Bring WSFC Cluster Online and Perform Always On Availability Group Failover to Disaster Recovery Site

By:   |   Updated: 2023-04-10   |   Comments (4)   |   Related: > Availability Groups


Problem

I have a two-node Failover Cluster Instance (FCI) running in the Primary data center and a DR node running in the DR data center. The primary site is completely down due to a storage failure, all the nodes running on the primary site are inaccessible, and the Always On Availability group on the DR replica is in resolving status. What are the steps to resolve this?

Solution

Technical professionals are well aware of the importance of creating and implementing a disaster recovery site. However, I believe they feel true happiness and the importance of a disaster recovery setup when they are involved in an actual disaster with the Primary site completely down and unavailable.

Real World Scenario

This scenario happened to me recently with one of my clients where I was providing SQL Server database administration services. The problem started when all the applications suddenly stopped working due to a storage failure, and unfortunately, all the primary servers were hosted on that storage.
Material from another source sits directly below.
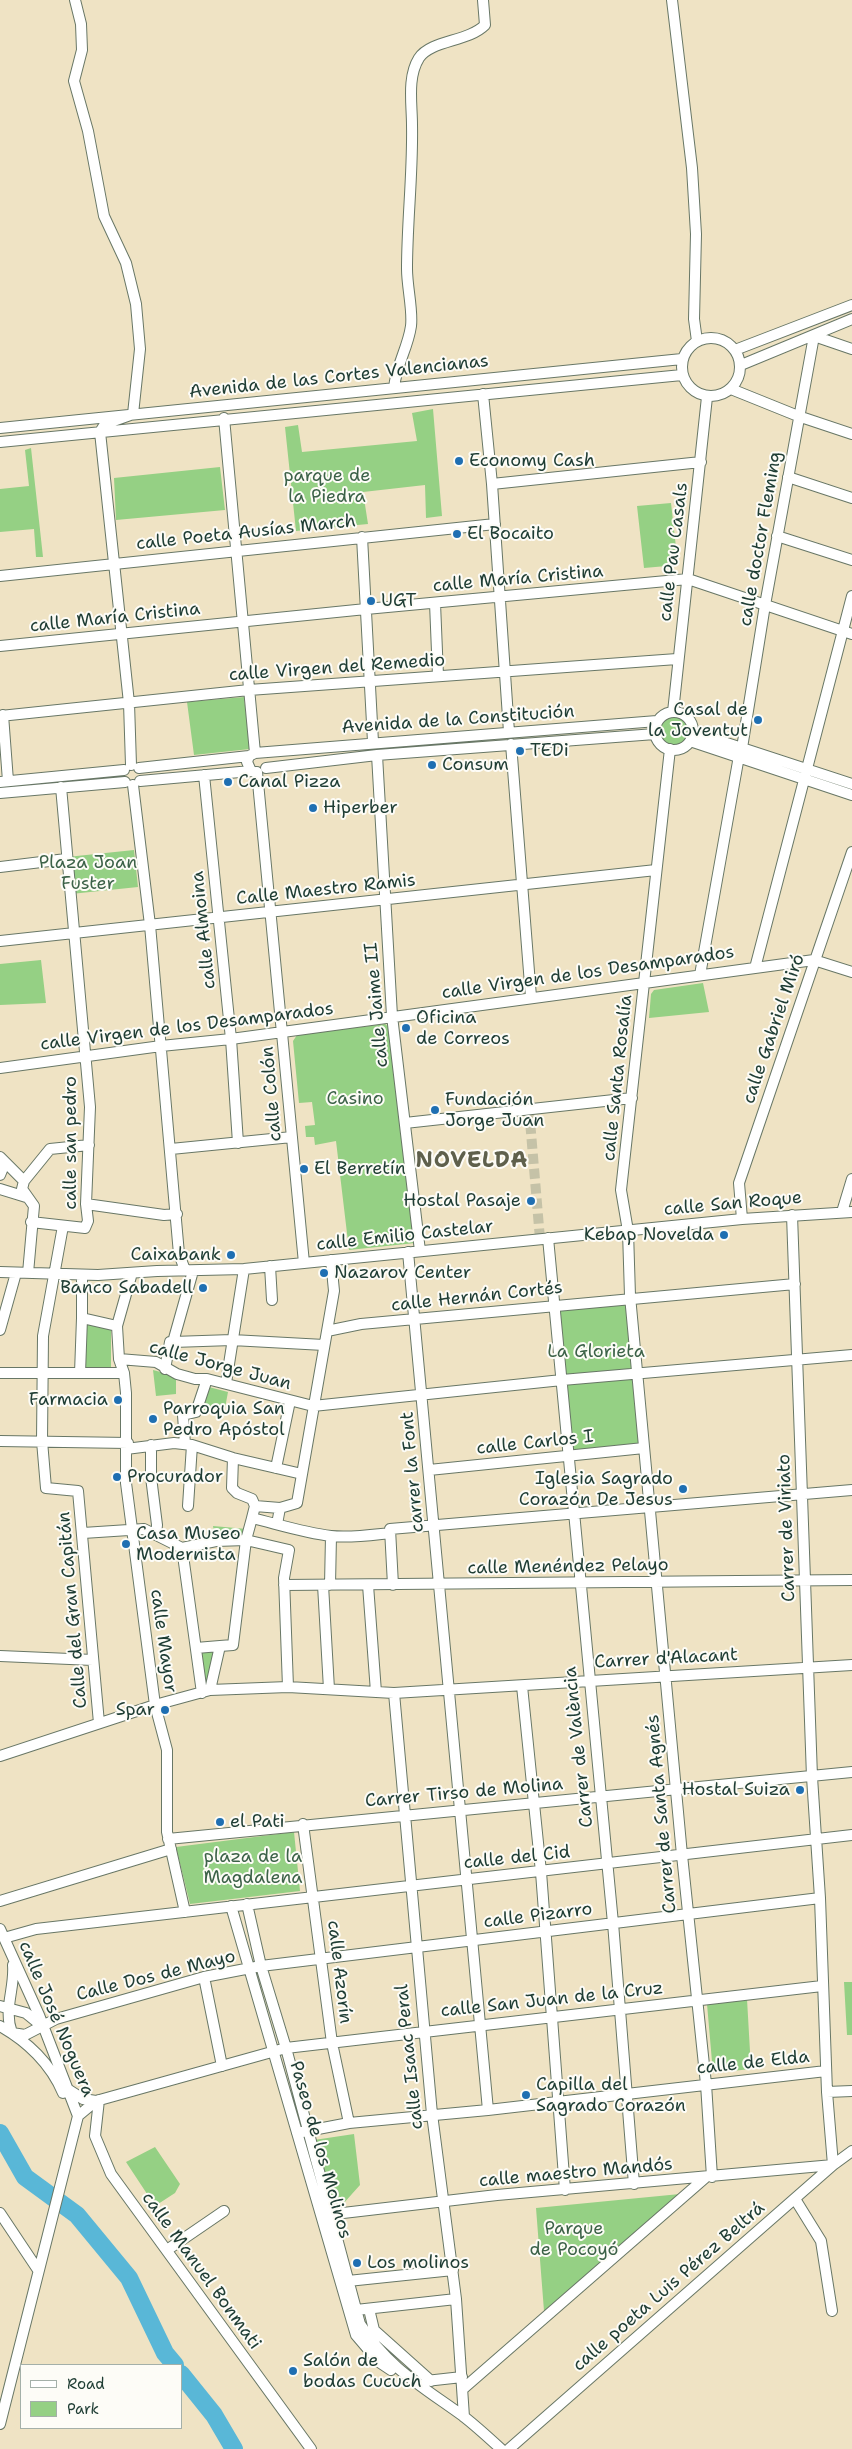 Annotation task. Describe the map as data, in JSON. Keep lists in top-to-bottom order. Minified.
{"streets":{"street":["Avenida de las Cortes Valencianas","calle Poeta Ausías March","calle doctor Fleming","calle Pau Casals","calle María Cristina","calle Virgen del Remedio","Avenida de la Constitución","Calle Maestro Ramis","calle Almoina","calle Virgen de los Desamparados","calle Jaime II","calle Gabriel Miró","calle Santa Rosalía","calle Colón","calle san pedro","calle San Roque","calle Emilio Castelar","calle Hernán Cortés","calle Jorge Juan","calle Carlos I","carrer la Font","Carrer de Viriato","calle Menéndez Pelayo","Calle del Gran Capitán","calle Mayor","Carrer d'Alacant","Carrer de València","Carrer Tirso de Molina","Carrer de Santa Agnés","calle del Cid","calle Pizarro","calle Azorín","Calle Dos de Mayo","calle San Juan de la Cruz","calle José Noguera","calle Isaac Peral","calle de Elda","Paseo de los Molinos","calle maestro Mandós","calle Manuel Bonmati","calle poeta Luis Pérez Beltrá"]},"crossings":[["Avenida de las Cortes Valencianas","calle Pau Casals"],["calle doctor Fleming","calle María Cristina"],["calle doctor Fleming","calle Virgen de los Desamparados"],["calle Pau Casals","calle María Cristina"],["calle Pau Casals","calle Virgen del Remedio"],["calle Pau Casals","Avenida de la Constitución"],["calle Pau Casals","calle Santa Rosalía"],["Avenida de la Constitución","calle Almoina"],["Avenida de la Constitución","calle Jaime II"],["Avenida de la Constitución","calle Santa Rosalía"],["Avenida de la Constitución","calle Colón"],["Avenida de la Constitución","calle san pedro"],["Calle Maestro Ramis","calle Almoina"],["Calle Maestro Ramis","calle Jaime II"],["Calle Maestro Ramis","calle Santa Rosalía"],["Calle Maestro Ramis","calle Colón"],["Calle Maestro Ramis","calle san pedro"],["calle Almoina","calle Virgen de los Desamparados"],["calle Virgen de los Desamparados","calle Jaime II"],["calle Virgen de los Desamparados","calle Gabriel Miró"],["calle Virgen de los Desamparados","calle Santa Rosalía"],["calle Virgen de los Desamparados","calle Colón"],["calle Virgen de los Desamparados","calle san pedro"],["calle Jaime II","calle Emilio Castelar"],["calle Gabriel Miró","calle San Roque"],["calle Santa Rosalía","calle San Roque"],["calle Santa Rosalía","calle Emilio Castelar"],["calle Santa Rosalía","calle Hernán Cortés"],["calle Colón","calle Emilio Castelar"],["calle san pedro","Calle del Gran Capitán"],["calle San Roque","calle Emilio Castelar"],["calle San Roque","Carrer de Viriato"],["calle Emilio Castelar","carrer la Font"],["calle Emilio Castelar","Calle del Gran Capitán"],["calle Emilio Castelar","Carrer de València"],["calle Hernán Cortés","carrer la Font"],["calle Hernán Cortés","Carrer de Viriato"],["calle Hernán Cortés","Carrer de València"],["calle Jorge Juan","carrer la Font"],["calle Jorge Juan","Carrer de Viriato"],["calle Jorge Juan","calle Mayor"],["calle Jorge Juan","Carrer de València"],["calle Carlos I","carrer la Font"],["calle Carlos I","Carrer de València"],["calle Carlos I","Carrer de Santa Agnés"],["carrer la Font","calle Menéndez Pelayo"],["carrer la Font","Carrer d'Alacant"],["carrer la Font","Carrer Tirso de Molina"],["carrer la Font","calle del Cid"],["carrer la Font","calle Pizarro"],["carrer la Font","calle San Juan de la Cruz"],["carrer la Font","calle de Elda"],["Carrer de Viriato","calle Menéndez Pelayo"],["Carrer de Viriato","Carrer d'Alacant"],["Carrer de Viriato","Carrer Tirso de Molina"],["Carrer de Viriato","calle del Cid"],["Carrer de Viriato","calle Pizarro"],["Carrer de Viriato","calle San Juan de la Cruz"],["Carrer de Viriato","calle de Elda"],["Carrer de Viriato","calle maestro Mandós"],["Carrer de Viriato","calle poeta Luis Pérez Beltrá"],["calle Menéndez Pelayo","Carrer de València"],["calle Menéndez Pelayo","Carrer de Santa Agnés"],["Calle del Gran Capitán","Carrer d'Alacant"],["calle Mayor","Carrer d'Alacant"],["calle Mayor","Carrer Tirso de Molina"],["calle Mayor","calle del Cid"],["Carrer d'Alacant","Carrer de València"],["Carrer d'Alacant","Carrer de Santa Agnés"],["Carrer d'Alacant","calle Isaac Peral"],["Carrer de València","Carrer Tirso de Molina"],["Carrer de València","calle del Cid"],["Carrer de València","calle Pizarro"],["Carrer de València","calle San Juan de la Cruz"],["Carrer de València","calle de Elda"],["Carrer de València","calle maestro Mandós"],["Carrer Tirso de Molina","Carrer de Santa Agnés"],["Carrer Tirso de Molina","calle Azorín"],["Carrer Tirso de Molina","calle Isaac Peral"],["Carrer de Santa Agnés","calle del Cid"],["Carrer de Santa Agnés","calle Pizarro"],["Carrer de Santa Agnés","calle San Juan de la Cruz"],["Carrer de Santa Agnés","calle de Elda"],["Carrer de Santa Agnés","calle maestro Mandós"],["calle del Cid","calle Azorín"],["calle del Cid","calle José Noguera"],["calle del Cid","calle Isaac Peral"],["calle del Cid","Paseo de los Molinos"],["calle Pizarro","calle Azorín"],["calle Pizarro","Calle Dos de Mayo"],["calle Pizarro","calle Isaac Peral"],["calle Pizarro","Paseo de los Molinos"],["calle Azorín","calle San Juan de la Cruz"],["calle Azorín","calle de Elda"],["Calle Dos de Mayo","calle José Noguera"],["Calle Dos de Mayo","Paseo de los Molinos"],["calle San Juan de la Cruz","calle Isaac Peral"],["calle San Juan de la Cruz","Paseo de los Molinos"],["calle San Juan de la Cruz","calle Manuel Bonmati"],["calle Isaac Peral","calle de Elda"],["calle Isaac Peral","Paseo de los Molinos"],["calle Isaac Peral","calle maestro Mandós"],["calle de Elda","Paseo de los Molinos"],["Paseo de los Molinos","calle maestro Mandós"],["calle maestro Mandós","calle poeta Luis Pérez Beltrá"]],"districts":["NOVELDA"],"parks":["parque de la Piedra","Plaza Joan Fuster","Casino","La Glorieta","plaza de la Magdalena","Parque de Pocoyó"],"places":["Economy Cash","El Bocaito","UGT","Casal de la Joventut","TEDi","Consum","Canal Pizza","Hiperber","Oficina de Correos","Fundación Jorge Juan","El Berretín","Hostal Pasaje","Kebap Novelda","Caixabank","Nazarov Center","Banco Sabadell","Farmacia","Parroquia San Pedro Apóstol","Procurador","Iglesia Sagrado Corazón De Jesus","Casa Museo Modernista","Spar","Hostal Suiza","el Pati","Capilla del Sagrado Corazón","Los molinos","Salón de bodas Cucuch"],"legend":["Road","Park"]}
Initially, the problem seemed insignificant, and the employees expected that routine operations would resume shortly. But the actual chaos started when senior management realized that multiple disks failed simultaneously and that their recovery would take longer than the agreed SLA with the storage vendor.

In short, after a few hours of storage failure and no sign of quick storage recovery from the storage vendor, management decided to move only critical applications and databases to the DR site. That's where we jumped into action.

This tip will discuss all the issues we faced, including the steps to make the DR failover activity successful.

I will not share the environment setup as I need to protect my client, and all server names have been changed throughout this tip. However, the picture below depicts the status of the SQL Server environment for one of the applications after the disaster.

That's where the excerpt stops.